#### Task data ####

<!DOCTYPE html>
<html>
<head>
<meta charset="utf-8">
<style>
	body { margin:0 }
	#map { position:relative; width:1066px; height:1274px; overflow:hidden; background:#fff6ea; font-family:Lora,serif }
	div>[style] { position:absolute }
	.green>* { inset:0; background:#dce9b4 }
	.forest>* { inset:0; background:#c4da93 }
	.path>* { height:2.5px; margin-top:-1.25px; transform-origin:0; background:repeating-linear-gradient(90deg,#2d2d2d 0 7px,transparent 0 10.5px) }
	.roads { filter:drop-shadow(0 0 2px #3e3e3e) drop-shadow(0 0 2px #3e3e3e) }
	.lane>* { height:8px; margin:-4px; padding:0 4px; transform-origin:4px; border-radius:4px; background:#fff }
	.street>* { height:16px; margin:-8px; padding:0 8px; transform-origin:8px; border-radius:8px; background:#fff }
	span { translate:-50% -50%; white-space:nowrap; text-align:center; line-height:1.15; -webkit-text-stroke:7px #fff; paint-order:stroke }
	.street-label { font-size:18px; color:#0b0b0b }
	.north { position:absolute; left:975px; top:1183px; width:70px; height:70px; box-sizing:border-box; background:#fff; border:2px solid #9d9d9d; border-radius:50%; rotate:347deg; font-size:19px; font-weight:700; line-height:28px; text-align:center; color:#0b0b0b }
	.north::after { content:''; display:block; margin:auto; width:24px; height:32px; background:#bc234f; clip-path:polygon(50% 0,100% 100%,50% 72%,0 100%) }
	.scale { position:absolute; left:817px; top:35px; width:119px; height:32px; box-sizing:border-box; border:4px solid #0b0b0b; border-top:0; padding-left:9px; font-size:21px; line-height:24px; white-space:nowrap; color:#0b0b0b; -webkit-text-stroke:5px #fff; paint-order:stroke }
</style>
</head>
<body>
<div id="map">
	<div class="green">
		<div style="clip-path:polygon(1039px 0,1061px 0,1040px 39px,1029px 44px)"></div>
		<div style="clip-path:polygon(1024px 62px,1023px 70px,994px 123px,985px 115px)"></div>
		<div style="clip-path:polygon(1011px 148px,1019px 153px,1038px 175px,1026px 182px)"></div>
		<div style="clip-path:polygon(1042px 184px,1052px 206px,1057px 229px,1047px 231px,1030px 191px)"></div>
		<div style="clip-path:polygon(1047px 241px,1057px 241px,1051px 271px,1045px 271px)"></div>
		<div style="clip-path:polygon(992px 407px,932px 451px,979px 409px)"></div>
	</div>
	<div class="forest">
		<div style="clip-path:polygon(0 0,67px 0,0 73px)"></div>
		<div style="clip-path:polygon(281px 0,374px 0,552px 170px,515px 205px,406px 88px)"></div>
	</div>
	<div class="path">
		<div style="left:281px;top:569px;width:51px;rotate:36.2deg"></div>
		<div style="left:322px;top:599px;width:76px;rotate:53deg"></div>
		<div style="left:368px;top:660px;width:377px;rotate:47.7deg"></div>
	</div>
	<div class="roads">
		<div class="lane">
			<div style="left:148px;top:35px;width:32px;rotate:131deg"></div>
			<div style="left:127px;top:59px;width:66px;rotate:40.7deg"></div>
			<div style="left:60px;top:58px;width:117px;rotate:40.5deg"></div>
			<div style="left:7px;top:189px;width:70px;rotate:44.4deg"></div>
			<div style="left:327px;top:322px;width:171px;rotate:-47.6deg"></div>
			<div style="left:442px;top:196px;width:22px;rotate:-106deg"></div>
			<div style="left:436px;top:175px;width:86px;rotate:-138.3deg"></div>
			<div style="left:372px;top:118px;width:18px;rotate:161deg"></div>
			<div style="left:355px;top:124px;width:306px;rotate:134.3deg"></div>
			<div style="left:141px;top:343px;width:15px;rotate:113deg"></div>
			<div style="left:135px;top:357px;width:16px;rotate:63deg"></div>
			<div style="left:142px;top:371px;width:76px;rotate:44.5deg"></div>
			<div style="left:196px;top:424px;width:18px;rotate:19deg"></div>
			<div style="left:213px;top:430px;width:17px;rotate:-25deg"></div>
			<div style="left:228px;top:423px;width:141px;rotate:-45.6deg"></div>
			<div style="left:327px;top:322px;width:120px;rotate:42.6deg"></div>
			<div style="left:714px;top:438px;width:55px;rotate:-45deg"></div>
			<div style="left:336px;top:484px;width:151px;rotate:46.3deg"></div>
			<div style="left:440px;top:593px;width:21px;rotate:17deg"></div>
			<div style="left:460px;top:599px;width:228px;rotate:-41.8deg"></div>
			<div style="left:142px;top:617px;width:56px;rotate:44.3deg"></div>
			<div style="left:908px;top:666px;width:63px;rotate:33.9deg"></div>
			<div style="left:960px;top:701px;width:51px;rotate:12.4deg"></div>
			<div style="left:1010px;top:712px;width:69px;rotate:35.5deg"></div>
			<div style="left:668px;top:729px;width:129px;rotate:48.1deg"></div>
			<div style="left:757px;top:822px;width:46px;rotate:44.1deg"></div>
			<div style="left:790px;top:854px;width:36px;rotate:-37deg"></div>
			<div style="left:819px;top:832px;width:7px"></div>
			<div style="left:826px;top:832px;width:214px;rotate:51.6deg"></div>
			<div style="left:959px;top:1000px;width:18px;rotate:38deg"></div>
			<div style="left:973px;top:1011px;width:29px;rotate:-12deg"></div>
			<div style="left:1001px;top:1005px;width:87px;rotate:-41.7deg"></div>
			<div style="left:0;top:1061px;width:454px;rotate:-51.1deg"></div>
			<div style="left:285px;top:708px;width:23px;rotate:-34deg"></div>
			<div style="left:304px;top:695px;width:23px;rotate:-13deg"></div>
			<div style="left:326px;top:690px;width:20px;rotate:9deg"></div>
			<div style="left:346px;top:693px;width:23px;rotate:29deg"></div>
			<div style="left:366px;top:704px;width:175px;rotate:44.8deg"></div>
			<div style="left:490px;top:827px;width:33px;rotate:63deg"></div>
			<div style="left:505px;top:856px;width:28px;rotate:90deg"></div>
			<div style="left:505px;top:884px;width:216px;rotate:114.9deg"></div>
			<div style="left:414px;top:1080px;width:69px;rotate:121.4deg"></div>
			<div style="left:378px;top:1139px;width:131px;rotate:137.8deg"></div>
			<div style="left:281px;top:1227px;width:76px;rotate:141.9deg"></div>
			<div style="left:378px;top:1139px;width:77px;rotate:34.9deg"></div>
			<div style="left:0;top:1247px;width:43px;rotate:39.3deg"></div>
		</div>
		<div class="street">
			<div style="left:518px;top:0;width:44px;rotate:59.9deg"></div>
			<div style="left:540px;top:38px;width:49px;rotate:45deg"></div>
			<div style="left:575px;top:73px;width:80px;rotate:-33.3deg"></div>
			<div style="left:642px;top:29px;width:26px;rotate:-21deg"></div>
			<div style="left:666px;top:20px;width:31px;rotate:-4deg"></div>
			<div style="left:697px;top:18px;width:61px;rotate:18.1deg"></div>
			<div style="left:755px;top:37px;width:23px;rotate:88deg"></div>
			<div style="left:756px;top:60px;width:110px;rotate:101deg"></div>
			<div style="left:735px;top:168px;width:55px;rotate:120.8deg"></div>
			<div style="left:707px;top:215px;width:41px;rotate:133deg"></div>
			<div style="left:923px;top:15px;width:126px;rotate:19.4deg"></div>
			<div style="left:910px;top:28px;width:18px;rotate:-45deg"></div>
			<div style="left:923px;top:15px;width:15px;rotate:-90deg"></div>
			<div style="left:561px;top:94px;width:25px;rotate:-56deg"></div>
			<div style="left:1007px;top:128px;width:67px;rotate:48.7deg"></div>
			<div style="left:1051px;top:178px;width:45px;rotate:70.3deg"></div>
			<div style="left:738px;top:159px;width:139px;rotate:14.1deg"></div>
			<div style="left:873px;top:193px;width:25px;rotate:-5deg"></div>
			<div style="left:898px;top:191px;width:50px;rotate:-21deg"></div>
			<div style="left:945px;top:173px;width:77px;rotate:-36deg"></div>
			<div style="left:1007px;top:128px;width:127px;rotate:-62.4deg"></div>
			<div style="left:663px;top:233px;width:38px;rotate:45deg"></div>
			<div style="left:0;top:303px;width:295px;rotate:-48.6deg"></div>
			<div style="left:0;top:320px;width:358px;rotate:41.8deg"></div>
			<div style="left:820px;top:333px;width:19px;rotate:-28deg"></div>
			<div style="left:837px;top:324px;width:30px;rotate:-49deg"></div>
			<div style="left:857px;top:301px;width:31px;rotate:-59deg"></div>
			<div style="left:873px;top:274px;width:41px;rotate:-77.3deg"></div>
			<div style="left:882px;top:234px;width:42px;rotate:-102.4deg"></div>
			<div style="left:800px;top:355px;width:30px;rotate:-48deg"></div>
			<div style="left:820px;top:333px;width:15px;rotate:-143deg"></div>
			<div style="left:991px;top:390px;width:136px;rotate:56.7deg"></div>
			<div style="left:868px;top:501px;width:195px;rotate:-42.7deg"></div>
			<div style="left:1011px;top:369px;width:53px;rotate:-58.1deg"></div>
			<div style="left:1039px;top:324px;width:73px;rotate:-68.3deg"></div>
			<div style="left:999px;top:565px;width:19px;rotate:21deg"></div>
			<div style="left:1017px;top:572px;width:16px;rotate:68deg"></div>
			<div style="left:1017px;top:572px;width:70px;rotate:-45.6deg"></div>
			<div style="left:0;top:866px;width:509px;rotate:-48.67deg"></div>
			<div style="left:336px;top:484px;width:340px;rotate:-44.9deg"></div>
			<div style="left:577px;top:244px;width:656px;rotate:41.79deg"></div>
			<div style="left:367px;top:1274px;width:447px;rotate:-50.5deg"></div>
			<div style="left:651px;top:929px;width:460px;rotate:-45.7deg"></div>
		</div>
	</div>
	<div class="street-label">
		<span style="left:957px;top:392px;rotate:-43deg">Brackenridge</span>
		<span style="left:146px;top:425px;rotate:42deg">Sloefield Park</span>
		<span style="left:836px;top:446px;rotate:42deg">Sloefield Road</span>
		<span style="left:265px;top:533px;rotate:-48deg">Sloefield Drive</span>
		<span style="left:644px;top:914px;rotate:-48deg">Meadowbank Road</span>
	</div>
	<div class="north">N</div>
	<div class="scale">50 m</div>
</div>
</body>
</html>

####
#### Task data ####

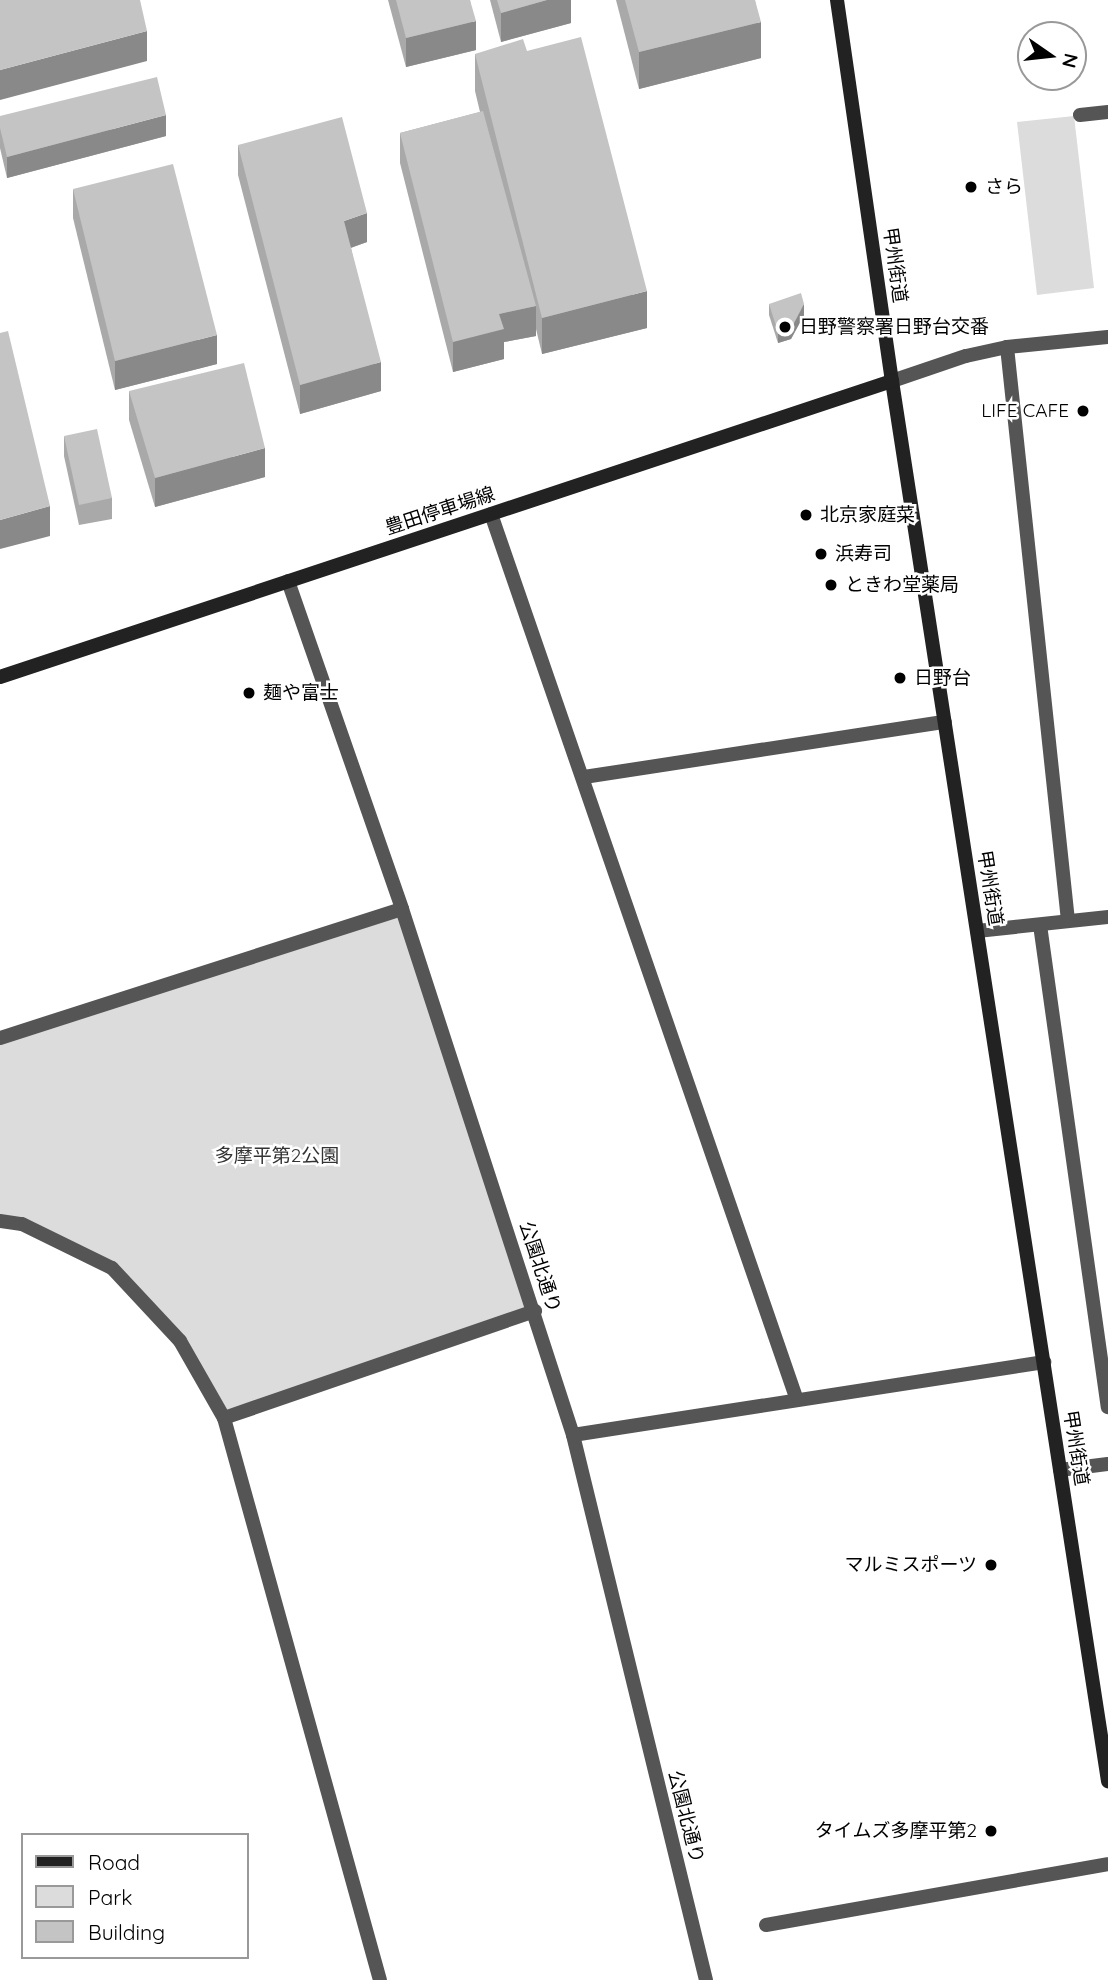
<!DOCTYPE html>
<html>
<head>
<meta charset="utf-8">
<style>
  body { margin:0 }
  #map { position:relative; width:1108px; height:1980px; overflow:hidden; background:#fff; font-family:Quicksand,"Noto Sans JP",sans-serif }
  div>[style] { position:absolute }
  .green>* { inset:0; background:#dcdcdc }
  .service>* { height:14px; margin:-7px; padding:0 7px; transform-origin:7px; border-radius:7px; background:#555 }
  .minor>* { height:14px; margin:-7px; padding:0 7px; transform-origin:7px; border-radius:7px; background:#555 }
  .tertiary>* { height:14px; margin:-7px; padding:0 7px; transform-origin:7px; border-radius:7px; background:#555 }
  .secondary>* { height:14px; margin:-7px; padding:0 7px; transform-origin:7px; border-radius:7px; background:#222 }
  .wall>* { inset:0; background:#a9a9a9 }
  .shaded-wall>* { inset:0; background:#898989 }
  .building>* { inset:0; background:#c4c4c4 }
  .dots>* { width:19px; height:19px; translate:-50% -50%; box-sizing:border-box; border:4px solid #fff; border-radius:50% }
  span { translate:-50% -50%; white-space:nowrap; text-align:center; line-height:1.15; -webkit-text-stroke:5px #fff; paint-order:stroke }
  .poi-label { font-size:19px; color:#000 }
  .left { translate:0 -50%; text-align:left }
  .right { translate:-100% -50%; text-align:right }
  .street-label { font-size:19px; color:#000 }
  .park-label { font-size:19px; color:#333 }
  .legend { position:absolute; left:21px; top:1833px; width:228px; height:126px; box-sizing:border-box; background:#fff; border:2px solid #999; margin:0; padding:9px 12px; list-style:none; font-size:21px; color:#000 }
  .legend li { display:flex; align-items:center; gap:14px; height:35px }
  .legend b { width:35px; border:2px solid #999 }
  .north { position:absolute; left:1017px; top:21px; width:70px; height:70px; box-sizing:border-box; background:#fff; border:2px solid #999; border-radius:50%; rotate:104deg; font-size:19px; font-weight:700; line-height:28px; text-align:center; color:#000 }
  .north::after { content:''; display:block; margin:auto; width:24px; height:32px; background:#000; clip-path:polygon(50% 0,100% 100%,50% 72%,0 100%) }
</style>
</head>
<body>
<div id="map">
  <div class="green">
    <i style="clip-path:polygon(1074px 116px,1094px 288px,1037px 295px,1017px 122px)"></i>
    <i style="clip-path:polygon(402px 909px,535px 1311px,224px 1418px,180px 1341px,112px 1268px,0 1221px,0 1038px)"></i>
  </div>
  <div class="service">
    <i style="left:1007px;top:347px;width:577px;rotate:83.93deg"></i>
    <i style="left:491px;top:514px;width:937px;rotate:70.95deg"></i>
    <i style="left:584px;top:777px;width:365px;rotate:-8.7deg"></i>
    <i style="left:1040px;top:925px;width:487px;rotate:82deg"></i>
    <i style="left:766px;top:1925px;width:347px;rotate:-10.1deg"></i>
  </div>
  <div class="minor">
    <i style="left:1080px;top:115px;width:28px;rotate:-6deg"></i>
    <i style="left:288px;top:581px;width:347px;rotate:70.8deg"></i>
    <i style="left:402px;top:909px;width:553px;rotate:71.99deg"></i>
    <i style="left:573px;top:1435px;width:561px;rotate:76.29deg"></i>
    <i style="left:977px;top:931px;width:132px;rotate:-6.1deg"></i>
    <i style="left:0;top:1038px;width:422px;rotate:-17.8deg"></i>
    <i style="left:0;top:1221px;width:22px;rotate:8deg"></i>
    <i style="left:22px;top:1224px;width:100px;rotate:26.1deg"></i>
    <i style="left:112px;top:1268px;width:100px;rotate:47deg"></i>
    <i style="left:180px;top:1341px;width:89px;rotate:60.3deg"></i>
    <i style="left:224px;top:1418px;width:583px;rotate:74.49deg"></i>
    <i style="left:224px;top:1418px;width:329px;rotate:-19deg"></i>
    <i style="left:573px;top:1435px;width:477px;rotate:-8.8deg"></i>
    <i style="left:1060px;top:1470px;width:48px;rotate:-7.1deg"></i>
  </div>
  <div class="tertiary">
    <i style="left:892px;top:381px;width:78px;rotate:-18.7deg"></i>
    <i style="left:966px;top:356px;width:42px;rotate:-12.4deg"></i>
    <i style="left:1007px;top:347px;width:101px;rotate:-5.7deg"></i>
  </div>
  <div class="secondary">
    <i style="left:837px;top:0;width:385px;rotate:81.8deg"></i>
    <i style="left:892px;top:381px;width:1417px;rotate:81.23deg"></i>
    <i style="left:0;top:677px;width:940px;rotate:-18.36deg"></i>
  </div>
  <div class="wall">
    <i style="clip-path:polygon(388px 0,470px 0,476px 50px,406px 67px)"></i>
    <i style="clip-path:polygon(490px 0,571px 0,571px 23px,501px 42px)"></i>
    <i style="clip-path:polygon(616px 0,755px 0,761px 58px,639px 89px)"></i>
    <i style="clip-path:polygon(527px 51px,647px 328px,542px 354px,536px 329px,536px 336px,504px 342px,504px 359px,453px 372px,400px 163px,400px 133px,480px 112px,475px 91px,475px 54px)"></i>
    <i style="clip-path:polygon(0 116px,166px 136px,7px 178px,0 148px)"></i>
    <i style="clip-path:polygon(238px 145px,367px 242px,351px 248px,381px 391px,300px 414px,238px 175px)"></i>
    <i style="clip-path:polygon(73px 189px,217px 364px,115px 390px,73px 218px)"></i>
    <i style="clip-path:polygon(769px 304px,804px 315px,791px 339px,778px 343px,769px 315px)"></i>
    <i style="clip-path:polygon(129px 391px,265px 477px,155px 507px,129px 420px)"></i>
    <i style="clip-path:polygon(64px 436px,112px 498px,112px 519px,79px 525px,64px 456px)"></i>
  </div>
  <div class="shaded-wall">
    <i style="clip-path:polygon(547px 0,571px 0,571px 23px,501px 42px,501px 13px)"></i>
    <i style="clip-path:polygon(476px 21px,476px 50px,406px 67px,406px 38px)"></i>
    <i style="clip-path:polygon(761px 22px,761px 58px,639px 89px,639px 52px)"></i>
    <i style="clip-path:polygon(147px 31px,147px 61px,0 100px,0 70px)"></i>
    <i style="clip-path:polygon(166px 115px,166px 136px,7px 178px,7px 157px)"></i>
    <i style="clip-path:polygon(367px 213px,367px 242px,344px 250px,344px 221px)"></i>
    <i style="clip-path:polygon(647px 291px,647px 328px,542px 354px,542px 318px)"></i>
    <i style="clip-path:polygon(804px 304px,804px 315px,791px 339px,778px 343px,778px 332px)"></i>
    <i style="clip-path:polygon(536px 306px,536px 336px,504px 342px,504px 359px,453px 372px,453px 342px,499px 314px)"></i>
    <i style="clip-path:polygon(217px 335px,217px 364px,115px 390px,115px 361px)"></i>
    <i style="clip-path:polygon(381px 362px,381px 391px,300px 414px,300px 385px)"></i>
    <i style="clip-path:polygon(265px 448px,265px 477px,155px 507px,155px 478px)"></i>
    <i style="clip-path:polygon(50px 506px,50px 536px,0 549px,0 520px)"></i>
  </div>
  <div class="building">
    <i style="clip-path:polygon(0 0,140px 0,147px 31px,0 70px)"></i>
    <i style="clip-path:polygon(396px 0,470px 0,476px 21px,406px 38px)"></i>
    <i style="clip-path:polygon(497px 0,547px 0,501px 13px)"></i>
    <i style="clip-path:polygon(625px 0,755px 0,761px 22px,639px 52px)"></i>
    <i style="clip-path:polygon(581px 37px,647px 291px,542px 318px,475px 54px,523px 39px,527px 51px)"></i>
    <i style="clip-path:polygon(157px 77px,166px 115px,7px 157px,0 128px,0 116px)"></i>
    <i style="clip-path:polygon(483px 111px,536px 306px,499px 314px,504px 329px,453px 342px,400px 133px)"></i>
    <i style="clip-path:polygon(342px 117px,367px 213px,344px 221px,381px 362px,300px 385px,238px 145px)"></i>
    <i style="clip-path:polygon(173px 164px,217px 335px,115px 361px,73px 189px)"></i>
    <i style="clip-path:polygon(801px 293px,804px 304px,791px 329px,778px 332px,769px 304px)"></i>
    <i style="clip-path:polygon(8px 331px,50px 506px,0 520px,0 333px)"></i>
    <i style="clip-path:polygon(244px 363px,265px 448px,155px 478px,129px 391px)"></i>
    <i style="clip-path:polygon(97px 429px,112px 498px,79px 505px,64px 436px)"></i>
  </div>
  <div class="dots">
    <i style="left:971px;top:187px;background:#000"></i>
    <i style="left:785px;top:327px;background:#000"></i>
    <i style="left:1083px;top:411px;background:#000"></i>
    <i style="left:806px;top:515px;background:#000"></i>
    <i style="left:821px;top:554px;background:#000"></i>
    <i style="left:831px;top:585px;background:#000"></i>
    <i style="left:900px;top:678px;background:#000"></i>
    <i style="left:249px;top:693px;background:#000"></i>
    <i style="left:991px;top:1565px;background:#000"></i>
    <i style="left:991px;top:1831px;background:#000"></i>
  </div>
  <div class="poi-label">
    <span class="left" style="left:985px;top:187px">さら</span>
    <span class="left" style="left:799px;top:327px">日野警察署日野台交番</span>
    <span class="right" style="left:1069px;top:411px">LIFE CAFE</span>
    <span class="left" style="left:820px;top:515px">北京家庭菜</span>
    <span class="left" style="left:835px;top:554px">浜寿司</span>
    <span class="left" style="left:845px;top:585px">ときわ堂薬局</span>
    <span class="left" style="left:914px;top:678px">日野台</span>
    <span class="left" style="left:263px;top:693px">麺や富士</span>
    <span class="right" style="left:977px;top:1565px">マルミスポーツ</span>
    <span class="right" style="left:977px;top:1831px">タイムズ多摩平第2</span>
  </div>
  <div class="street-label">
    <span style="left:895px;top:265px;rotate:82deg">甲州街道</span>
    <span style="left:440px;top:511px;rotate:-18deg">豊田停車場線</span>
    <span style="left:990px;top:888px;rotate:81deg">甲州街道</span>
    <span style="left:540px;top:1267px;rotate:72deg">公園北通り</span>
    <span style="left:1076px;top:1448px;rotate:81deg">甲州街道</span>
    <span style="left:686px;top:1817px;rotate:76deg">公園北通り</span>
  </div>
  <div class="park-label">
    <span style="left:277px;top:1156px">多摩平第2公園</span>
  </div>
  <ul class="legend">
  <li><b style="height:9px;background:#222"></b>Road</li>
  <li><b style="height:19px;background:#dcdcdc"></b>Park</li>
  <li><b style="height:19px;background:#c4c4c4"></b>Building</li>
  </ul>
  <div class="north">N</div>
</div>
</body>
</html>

####

§ **Exercise description**: Select and copy each line from the data that includes the word "hidden".

§ **Reply**:
	#map { position:relative; width:1066px; height:1274px; overflow:hidden; background:#fff6ea; font-family:Lora,serif }
  #map { position:relative; width:1108px; height:1980px; overflow:hidden; background:#fff; font-family:Quicksand,"Noto Sans JP",sans-serif }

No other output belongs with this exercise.